───── Given records ─────

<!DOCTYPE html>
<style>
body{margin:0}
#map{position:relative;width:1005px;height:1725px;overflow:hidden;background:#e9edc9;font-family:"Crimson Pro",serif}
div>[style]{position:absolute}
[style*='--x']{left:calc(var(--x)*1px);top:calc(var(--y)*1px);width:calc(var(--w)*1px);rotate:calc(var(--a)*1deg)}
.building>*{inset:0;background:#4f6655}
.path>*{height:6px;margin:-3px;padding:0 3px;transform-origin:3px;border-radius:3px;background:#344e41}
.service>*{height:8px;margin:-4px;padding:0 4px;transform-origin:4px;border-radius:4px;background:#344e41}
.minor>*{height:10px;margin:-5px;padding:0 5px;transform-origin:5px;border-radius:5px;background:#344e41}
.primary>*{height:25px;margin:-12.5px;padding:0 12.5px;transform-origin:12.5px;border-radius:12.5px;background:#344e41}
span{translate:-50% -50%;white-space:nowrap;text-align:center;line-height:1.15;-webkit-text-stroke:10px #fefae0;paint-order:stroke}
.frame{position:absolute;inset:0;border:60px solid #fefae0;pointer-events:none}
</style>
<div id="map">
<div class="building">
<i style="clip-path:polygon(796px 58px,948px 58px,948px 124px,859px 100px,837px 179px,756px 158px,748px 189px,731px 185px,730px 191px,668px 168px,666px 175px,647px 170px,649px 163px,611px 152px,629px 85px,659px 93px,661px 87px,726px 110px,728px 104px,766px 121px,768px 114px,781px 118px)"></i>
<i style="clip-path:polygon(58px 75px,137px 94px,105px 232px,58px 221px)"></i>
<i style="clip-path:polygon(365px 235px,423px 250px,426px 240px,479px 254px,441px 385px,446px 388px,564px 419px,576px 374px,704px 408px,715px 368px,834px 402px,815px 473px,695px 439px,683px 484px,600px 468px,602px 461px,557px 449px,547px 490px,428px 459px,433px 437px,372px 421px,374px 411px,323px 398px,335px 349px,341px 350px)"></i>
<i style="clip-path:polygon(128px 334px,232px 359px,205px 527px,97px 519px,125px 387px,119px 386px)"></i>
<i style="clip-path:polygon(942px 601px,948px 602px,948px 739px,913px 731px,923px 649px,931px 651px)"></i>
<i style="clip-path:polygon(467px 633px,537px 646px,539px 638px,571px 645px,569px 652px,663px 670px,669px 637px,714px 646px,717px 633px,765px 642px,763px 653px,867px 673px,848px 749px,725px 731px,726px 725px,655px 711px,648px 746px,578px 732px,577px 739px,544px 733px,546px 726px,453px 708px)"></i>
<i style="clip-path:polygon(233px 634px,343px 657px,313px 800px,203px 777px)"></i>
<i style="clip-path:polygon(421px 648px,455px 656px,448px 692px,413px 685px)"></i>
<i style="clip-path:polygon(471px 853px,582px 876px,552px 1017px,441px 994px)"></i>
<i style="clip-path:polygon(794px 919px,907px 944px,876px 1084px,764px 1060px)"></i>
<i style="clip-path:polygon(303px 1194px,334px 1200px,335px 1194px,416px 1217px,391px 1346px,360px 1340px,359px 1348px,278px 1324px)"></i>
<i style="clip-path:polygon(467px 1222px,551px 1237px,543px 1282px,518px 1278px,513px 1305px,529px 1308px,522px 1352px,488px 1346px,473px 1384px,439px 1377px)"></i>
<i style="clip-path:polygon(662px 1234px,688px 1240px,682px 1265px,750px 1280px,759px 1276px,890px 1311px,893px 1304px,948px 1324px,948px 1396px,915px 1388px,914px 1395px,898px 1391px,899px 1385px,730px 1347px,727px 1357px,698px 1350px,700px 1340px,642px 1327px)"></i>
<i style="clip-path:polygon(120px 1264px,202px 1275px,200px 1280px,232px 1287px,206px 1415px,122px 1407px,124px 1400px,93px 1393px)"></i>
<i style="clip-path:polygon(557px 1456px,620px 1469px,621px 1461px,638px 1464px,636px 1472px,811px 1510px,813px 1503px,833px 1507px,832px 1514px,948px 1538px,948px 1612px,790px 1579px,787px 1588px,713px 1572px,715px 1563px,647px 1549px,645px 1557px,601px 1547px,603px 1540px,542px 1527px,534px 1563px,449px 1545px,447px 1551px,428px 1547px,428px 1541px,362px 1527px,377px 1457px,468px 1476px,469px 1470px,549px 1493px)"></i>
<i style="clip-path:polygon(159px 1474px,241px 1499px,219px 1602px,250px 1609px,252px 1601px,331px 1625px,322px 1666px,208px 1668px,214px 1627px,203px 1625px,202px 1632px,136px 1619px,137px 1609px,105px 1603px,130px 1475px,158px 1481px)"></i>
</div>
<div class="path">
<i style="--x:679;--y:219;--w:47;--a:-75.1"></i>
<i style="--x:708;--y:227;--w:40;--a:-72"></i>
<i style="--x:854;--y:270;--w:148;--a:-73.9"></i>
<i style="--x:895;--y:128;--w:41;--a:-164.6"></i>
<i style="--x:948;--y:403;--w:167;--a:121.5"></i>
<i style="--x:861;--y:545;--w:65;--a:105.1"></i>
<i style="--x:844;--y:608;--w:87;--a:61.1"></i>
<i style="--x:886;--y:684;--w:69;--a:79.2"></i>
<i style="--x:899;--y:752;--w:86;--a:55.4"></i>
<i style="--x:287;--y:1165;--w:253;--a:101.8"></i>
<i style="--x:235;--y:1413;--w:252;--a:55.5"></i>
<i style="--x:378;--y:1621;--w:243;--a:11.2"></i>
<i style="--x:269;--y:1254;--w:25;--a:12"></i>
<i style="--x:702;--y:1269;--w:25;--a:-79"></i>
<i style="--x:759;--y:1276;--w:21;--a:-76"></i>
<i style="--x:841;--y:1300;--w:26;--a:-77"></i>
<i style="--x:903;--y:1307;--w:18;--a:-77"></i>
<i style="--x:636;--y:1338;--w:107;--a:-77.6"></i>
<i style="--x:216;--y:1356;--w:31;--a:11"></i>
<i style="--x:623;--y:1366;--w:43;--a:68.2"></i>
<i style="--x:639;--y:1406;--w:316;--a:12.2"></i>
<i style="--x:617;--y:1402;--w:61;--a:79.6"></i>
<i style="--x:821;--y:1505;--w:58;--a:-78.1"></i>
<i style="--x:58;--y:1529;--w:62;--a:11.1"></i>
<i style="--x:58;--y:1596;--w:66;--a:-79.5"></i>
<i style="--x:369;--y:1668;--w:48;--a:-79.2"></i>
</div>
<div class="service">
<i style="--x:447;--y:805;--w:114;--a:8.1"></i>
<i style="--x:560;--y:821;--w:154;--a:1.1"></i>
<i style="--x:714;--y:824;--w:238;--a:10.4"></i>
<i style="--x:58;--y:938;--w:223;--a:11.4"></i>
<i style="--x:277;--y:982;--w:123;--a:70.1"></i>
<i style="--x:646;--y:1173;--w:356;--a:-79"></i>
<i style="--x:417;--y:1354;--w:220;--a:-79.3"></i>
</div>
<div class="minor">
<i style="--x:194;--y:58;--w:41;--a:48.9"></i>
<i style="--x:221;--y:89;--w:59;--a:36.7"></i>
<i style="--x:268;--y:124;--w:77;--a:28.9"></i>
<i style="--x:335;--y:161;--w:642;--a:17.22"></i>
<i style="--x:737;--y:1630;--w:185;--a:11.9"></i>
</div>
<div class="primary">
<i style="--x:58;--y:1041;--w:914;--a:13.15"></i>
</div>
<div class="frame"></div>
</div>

─────

The problem » If a line of the listing above holds the string "width", copy it.

Your response »
#map{position:relative;width:1005px;height:1725px;overflow:hidden;background:#e9edc9;font-family:"Crimson Pro",serif}
[style*='--x']{left:calc(var(--x)*1px);top:calc(var(--y)*1px);width:calc(var(--w)*1px);rotate:calc(var(--a)*1deg)}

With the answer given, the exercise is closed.